■ YOUR ASSIGNMENT ■
Across the data below, how many lines hold "order"? Answer with that number and nothing else.

■ RAW DATA ■
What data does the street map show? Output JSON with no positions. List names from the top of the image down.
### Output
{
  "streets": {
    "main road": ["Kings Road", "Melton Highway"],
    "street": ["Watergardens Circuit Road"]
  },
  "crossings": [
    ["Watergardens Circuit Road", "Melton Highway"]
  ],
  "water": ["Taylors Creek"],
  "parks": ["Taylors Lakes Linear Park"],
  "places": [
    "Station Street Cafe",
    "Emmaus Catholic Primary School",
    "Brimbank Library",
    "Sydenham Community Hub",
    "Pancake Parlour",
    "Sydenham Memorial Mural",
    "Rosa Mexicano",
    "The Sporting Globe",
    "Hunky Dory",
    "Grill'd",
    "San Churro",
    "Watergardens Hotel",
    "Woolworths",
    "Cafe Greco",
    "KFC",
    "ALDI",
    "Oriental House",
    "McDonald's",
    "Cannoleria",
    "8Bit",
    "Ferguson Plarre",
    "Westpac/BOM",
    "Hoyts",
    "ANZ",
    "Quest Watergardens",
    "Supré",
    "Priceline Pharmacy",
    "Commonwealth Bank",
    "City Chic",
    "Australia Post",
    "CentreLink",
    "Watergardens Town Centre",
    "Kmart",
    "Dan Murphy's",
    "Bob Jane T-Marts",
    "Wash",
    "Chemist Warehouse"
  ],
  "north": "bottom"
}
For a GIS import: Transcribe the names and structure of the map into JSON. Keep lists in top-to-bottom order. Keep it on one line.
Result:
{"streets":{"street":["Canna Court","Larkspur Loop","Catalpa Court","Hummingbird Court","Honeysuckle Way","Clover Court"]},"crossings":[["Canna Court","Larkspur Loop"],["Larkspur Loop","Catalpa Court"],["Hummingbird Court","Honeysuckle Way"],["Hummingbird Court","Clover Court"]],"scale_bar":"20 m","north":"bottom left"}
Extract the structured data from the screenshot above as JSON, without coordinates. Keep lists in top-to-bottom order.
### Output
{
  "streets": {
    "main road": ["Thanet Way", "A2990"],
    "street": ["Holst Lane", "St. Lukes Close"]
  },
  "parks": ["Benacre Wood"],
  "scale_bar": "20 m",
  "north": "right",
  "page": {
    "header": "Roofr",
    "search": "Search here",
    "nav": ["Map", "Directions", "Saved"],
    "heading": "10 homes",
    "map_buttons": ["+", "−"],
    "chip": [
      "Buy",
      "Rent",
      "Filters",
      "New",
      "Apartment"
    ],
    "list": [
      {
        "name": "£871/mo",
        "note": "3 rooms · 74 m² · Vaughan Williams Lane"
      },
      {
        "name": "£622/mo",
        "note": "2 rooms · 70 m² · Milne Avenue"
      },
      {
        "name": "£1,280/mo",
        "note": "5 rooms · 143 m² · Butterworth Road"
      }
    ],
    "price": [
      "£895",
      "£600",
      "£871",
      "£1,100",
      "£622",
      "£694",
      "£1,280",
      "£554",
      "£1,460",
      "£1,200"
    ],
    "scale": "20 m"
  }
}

■ EXERCISE RESPONSE ■
2